C’est à elles et à eux que je pense quand je m’oppose à l’interdiction du port de signes religieux pour certains types d’emplois.

Je crois fondamentalement dans la force de nos institutions et de nos lois laïques. Si fort qu’il m’est difficile d’accepter de restreindre des droits et libertés individuels. Si fort que je considère qu’il est de notre devoir de protéger les minorités qui composent notre société, qu’elles soient des minorités sexuelles, linguistiques, culturelles ou religieuses. Parce que je crois profondément que la diversité, quelle que soit sa forme, contribue à notre société.

Lors de ma présence en commission parlementaire, je parlerai avec fierté de cette diversité qui a vu naître et qui fait battre le cœur de Montréal. Je parlerai des gens qui composent ce tissu social riche et bigarré. J’aurai en tête et à cœur les Montréalaises et Montréalais qui craignent l’application du projet de loi sous sa forme actuelle. J’aurai aussi en tête et à cœur celles et ceux qui sont d’accord, en partie ou entièrement, avec le projet de loi.

Isabelle, Nour, Jacques...

Je penserai à Isabelle, une amie de longue date avec qui j’ai fait mes études, qui m’a dit souhaiter l’adoption de ce projet de loi pour passer à autre chose, tout en mentionnant être contre l’idée d’y inclure les enseignantes. Je penserai aussi à Nour, une étudiante en droit, qui m’a écrit pour me dire que son rêve de devenir procureure était sur le point de s’écrouler avec ce projet de loi. Il y a aussi Jacques, un ingénieur en transport collectif, qui m’a exprimé sa fierté du fait que ses enfants âgés de 8 et 11 ans fassent partie de cette grande diversité montréalaise : « C’est vrai que ça se passe bien à Montréal », m’a-t-il dit. Et Nabila, qui m’a raconté son histoire dans son pays d’origine et dit qu’elle est si heureuse ici, parce que la religion est là où elle devrait être, à la maison.

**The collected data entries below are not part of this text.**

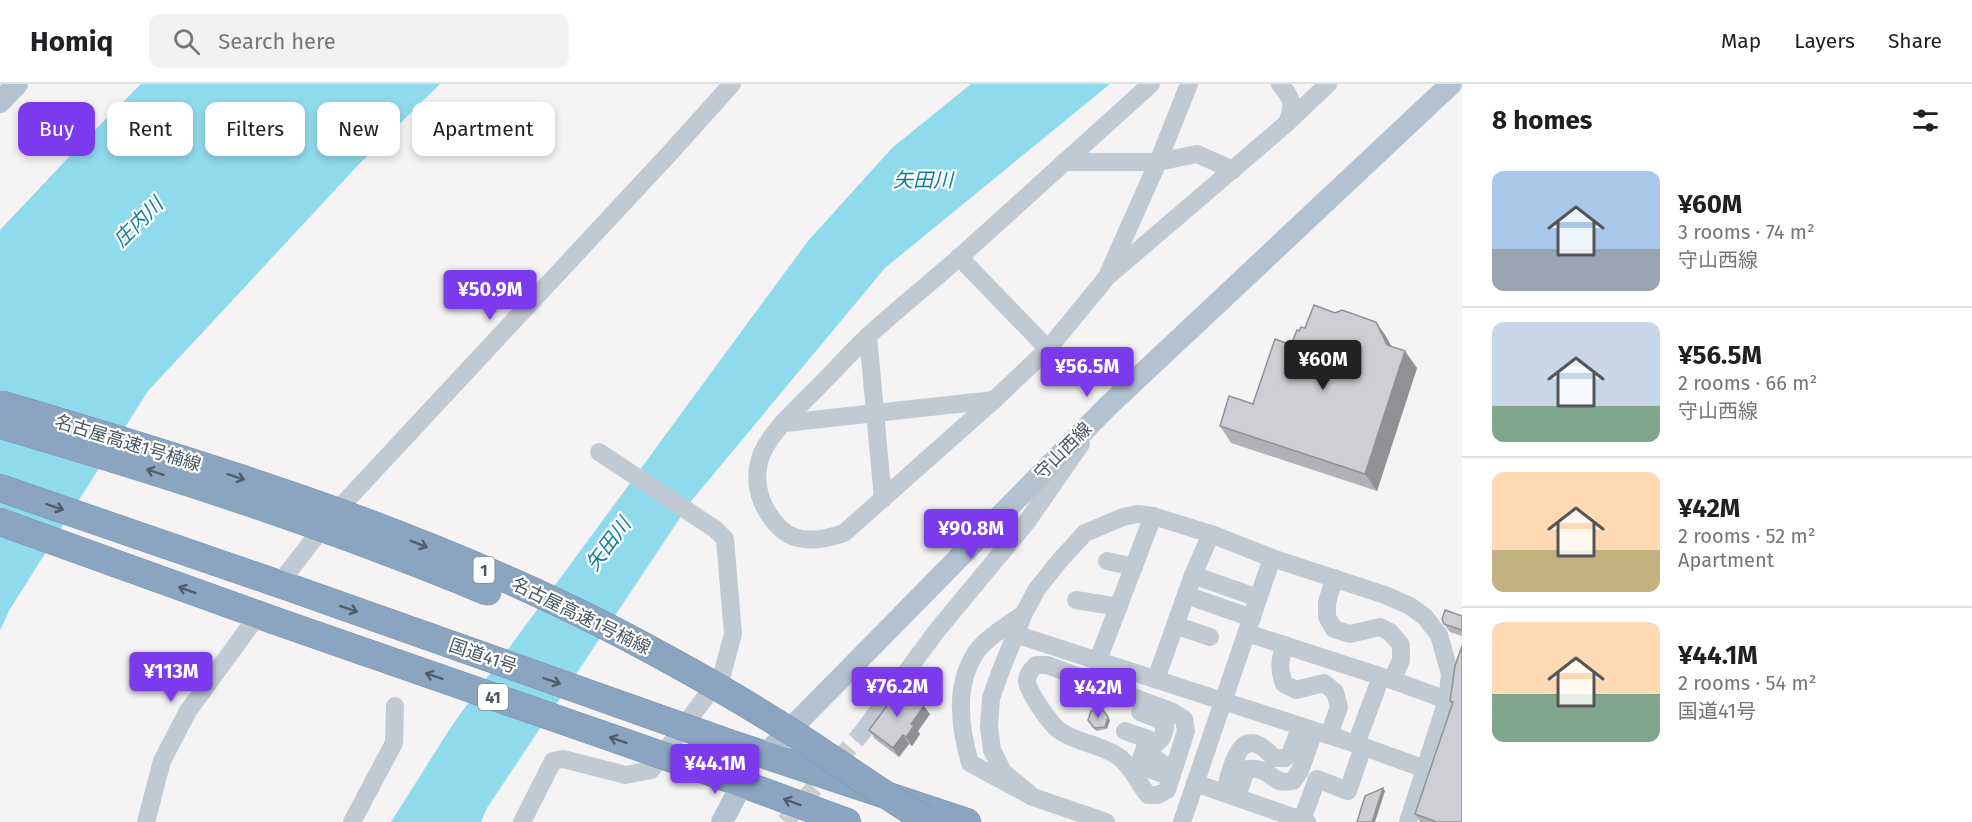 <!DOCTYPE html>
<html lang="en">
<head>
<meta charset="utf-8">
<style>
  :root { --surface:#fff; --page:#f2f2f2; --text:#202124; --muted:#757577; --line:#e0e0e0; --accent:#7c3aed }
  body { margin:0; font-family:"Fira Sans","Noto Sans JP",sans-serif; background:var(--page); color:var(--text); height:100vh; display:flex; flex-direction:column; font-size:22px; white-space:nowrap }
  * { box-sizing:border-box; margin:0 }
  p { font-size:20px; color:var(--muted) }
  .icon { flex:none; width:33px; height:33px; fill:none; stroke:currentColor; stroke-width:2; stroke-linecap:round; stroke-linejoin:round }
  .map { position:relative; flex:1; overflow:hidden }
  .drawer { display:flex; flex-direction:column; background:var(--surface); width:510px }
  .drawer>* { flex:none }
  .guide { position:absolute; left:18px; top:18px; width:570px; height:54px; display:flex; gap:12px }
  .price { position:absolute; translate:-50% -51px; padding:0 14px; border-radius:6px; background:var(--accent); color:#fff; font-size:20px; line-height:39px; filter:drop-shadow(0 2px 3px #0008) }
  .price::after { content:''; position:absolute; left:50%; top:36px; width:18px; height:14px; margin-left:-9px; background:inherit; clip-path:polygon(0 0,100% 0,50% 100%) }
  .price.on { background:#222; color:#fff }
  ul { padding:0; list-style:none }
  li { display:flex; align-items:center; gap:18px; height:150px; padding:0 30px }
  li+li { border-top:2px solid var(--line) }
  li span { display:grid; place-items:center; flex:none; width:168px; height:120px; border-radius:12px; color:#555 }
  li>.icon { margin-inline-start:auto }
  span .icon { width:72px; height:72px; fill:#fffc; stroke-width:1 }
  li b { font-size:26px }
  h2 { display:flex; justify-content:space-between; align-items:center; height:72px; padding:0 30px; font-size:26px }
  .tag { padding:0 21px; border-radius:12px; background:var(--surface); box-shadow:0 3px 9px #0003; font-size:21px; line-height:54px }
  .tag.on { background:var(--accent); color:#fff }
  header { display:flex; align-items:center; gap:36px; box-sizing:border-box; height:84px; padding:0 30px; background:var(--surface); border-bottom:2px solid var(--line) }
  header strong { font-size:28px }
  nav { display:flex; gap:33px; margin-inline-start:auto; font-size:21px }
  .search { width:420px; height:54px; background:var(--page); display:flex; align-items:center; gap:15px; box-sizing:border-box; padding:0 21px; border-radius:12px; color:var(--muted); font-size:22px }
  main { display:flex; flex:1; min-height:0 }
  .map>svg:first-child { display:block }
</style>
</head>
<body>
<header>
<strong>Homiq</strong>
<div class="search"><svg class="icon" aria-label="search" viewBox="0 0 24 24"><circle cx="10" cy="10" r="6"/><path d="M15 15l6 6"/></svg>Search here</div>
<nav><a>Map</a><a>Layers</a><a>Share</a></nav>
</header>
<main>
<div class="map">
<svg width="1462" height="738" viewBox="0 0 1462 738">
  <rect width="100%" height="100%" fill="#f5f3f3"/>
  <g fill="#90daee">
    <polygon points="141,0 440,0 361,78 148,307 10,525 0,546 0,146 84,57"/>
    <polygon points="971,0 1110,0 885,184 692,416 487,724 481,738 391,738 453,640 808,157 892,64"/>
  </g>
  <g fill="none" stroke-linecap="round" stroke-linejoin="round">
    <polyline stroke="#caccce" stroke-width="18" stroke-dasharray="18 9" stroke-linecap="butt" points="785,738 861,650"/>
    <g stroke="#7690ad" stroke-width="28">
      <g id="highway">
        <polyline points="0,404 294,505"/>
        <polyline points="0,438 273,536"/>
        <polyline points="729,659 967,738"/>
        <polyline points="713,689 847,738"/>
      </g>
    </g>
    <g stroke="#c1cad2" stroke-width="18">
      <path d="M1151 0C1088 57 1025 114 962 171 931 198 899 224 869 251 853 266 839 282 824 297 805 317 773 344 762 369 751 397 760 424 780 444 797 461 824 456 844 449L994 316 1048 265 1107 193 1287 39C1294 20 1293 15 1280 0"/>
      <polyline points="1289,37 1328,0"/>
      <polyline points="1064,78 1158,78 1197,70 1233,86"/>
      <polyline points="959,173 1048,265"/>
      <polyline points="1109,188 1158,78 1189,0"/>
      <polyline points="868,252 883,415"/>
      <polyline points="785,339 994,316"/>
      <polyline points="1107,477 1134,483"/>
      <polyline points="1193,491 1258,514"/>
      <polyline points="1334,494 1327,519 1327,533 1334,545 1350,550 1380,543 1390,548 1401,561 1401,576 1392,596"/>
      <polyline points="279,500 331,433 669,70 732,0"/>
      <polyline points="1186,511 1252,534"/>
      <polyline points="1076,516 1119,523"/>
      <path d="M1022 531C1007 542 985 554 975 570 954 603 960 644 970 679L1033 713 1106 738"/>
      <polyline points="1175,541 1210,553"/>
      <polyline points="1247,549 1392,596 1447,616"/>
      <polyline points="1015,550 1356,660 1425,685"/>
      <path d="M1285 561C1279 576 1279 585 1284 600L1296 606 1324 599 1335 608 1339 623 1329 651"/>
      <polyline points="1098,576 1153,432"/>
      <path d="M1036 581H1047L1173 628 1184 635 1186 647 1167 706 1158 711H1148C1138 699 1130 679 1116 671 1099 660 1077 659 1060 647 1051 641 1028 608 1027 597 1027 590 1032 585 1036 581Z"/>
      <polyline points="1156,595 1193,491 1211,450"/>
      <path d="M1140 628 1158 635 1165 642C1164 652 1161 657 1152 662L1151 670 1162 680 1174 683"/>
      <polyline points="1125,647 1148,655 1139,681 1171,693"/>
      <polyline points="861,650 935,549 1026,439 1081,360"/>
      <polyline points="1356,660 1381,593"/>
      <polyline points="1195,699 1307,738"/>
      <path d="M1224 709C1233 682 1239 635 1274 674H1285L1290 670 1301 642"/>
      <polyline points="1033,713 1003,688 992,666 989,643 991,614 1001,586 1024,529 1037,505 1061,475 1085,449 1123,433 1137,430 1153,432 1211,450 1272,474 1385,511 1410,522 1425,533 1439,551 1450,590 1447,616 1408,738"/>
      <path d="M1237 713 1244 692 1248 685C1274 683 1269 702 1293 697L1300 687 1314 647"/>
      <polyline points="1302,736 1317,695 1348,707 1363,663"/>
      <polyline points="146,738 162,677 188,627 258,531"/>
      <polyline points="352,738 394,659 395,622"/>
      <polyline points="522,738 553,677 563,675 626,691 651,686 722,591 733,550 725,455 715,445 599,368"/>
      <polyline points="1182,738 1272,474"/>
    </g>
    <g stroke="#b3c2d1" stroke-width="22">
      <polyline points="0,18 17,0"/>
      <polyline points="765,671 1108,322 1451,0"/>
      <polyline points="722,738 742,700"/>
    </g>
    <use href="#highway" stroke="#8ba5c1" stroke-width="27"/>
    <g stroke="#7690ad" stroke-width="28" stroke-linecap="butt">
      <g id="highway-bridge">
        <path d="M0 320C211 382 425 448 621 550 676 579 730 609 782 642 832 673 878 708 929 738"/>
        <path d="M0 341C165 389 330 442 488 508"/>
        <polyline points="294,505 729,659"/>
        <polyline points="273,536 713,689"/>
      </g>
    </g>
    <use href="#highway-bridge" stroke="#8ba5c1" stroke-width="27"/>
  </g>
  <g fill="#b0b2b7">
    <polygon points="1376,238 1387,254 1391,262 1417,284 1377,407 1231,359 1220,342 1253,320 1291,261 1299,247 1305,244"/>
    <polygon points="1462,532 1462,552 1450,548 1444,540"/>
    <polygon points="1455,582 1462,738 1420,738 1415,730 1452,621 1450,617"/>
    <polygon points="930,630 918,647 920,650 912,662 909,660 899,673 875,655 869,646"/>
    <polygon points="1088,636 1110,636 1107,645 1096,647"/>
  </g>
  <g fill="#909195">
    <polygon points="1376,238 1387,254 1399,277 1387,261"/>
    <polygon points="1405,267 1417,284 1377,407 1365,390"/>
    <polygon points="924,622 930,630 918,647 920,650 912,662 906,653 911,640"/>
    <polygon points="1108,633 1110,636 1107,645 1105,643"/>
    <polygon points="903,651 909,660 899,673 893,664"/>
    <polygon points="1383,704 1385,707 1375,738 1372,738"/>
  </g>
  <g fill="#cdcfd5" stroke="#909195" stroke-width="1.5">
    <polygon points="1314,221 1335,229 1342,226 1376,238 1387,261 1405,267 1365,390 1220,342 1229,312 1253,320 1275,255 1291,261 1297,246 1299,247 1301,243 1305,244"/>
    <polygon points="1445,526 1462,532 1462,546 1444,540 1442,535"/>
    <polygon points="1462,562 1462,738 1437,738 1415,730 1453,618 1450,617 1455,582"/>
    <polygon points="900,604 924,622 911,640 914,642 906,653 903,651 893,664 869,646"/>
    <polygon points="1102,625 1108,633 1105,643 1094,644 1088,636 1091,627"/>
    <polygon points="1383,704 1372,738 1357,738 1365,712"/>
  </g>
  <defs><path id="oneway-shaft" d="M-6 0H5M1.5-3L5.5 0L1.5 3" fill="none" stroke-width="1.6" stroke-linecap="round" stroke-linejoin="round" transform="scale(1.5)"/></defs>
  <g stroke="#505e6b">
    <use href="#oneway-shaft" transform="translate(155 388) rotate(-162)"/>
    <use href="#oneway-shaft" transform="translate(236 393) rotate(18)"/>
    <use href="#oneway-shaft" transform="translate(55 423) rotate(19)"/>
    <use href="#oneway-shaft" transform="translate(419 460) rotate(22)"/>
    <use href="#oneway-shaft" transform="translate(187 506) rotate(-160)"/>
    <use href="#oneway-shaft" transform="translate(349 525) rotate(19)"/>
    <use href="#oneway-shaft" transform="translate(434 592) rotate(-161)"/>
    <use href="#oneway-shaft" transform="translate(552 597) rotate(19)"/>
    <use href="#oneway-shaft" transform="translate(618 656) rotate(-161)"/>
    <use href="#oneway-shaft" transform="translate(792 718) rotate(-160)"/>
  </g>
  <g text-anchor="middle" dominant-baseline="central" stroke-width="4.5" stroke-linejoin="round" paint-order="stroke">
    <g fill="#fff" stroke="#808990" stroke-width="1.5">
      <rect x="473.5" y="473" width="21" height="26" rx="4.5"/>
      <rect x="478" y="600" width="30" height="26" rx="4.5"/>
    </g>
    <g font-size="16" font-weight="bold" fill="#4a5661">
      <text x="484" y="486">1</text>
      <text x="493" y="613">41</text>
    </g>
    <g font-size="18" fill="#4a5661" stroke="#fff">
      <text transform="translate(128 359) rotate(17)">名古屋高速1号楠線</text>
      <text transform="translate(1063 367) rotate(-45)">守山西線</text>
      <text transform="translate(581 532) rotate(26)">名古屋高速1号楠線</text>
      <text transform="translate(483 572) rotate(19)">国道41号</text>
    </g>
    <g font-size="20" font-style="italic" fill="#0c7c9b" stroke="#fff">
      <text x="923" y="96">矢田川</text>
      <text transform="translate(138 138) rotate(-45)">庄内川</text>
      <text transform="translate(608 460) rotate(-53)">矢田川</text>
    </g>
  </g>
</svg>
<b class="price" style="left:490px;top:237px">¥50.9M</b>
<b class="price on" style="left:1323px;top:307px">¥60M</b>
<b class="price" style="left:1087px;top:314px">¥56.5M</b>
<b class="price" style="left:971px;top:476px">¥90.8M</b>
<b class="price" style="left:171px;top:619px">¥113M</b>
<b class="price" style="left:897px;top:634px">¥76.2M</b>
<b class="price" style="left:1098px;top:635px">¥42M</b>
<b class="price" style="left:715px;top:711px">¥44.1M</b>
<div class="guide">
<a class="tag on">Buy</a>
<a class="tag">Rent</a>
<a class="tag">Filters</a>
<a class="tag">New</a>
<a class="tag">Apartment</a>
</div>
</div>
<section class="drawer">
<h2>8 homes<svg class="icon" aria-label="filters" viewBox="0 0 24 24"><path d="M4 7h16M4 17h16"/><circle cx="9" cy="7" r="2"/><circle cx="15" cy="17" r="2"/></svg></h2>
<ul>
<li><span style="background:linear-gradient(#a9c7e8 65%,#9aa5b1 0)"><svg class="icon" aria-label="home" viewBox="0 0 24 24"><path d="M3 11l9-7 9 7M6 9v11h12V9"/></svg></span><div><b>¥60M</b><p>3 rooms · 74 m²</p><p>守山西線</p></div></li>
<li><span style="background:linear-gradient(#c9d6e8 70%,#7fa58c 0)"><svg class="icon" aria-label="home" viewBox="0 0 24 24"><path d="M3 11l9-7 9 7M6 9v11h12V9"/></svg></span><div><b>¥56.5M</b><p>2 rooms · 66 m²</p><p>守山西線</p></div></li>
<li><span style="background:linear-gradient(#ffd9b3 65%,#c2b280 0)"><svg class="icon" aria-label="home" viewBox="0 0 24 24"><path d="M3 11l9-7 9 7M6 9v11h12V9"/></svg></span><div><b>¥42M</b><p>2 rooms · 52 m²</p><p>Apartment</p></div></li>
<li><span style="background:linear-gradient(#ffd9b3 60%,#7fa58c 0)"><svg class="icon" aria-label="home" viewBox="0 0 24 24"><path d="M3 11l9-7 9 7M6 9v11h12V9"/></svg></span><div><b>¥44.1M</b><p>2 rooms · 54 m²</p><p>国道41号</p></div></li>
</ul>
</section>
</main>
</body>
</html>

Dans les dernières semaines, j’ai pris le temps d’écouter les gens pour, les gens contre, mais aussi toutes les nuances que nous entendons malheureusement trop peu dans ce débat polarisé.

J’ai lu, j’ai écouté et j’ai entendu vos messages. Lorsqu’ils étaient respectueux, j’ai pris le temps de vous répondre, parce que votre opinion compte. Chaque fois, je vous ai répondu en étant la plus honnête possible dans le contexte actuel de haute tension, et ce que je vous ai répondu pourrait se résumer ainsi : le gouvernement disposera de ce projet de loi comme il l’entend, et je respecterai sa décision. D’ici là, je ferai tout en mon possible pour amener la perspective qui, même si elle est peut-être moins consensuelle, est celle à laquelle j’adhère : celle d’une société qui défend les droits et libertés individuels de toutes et de tous, dans un État laïque fort et fier.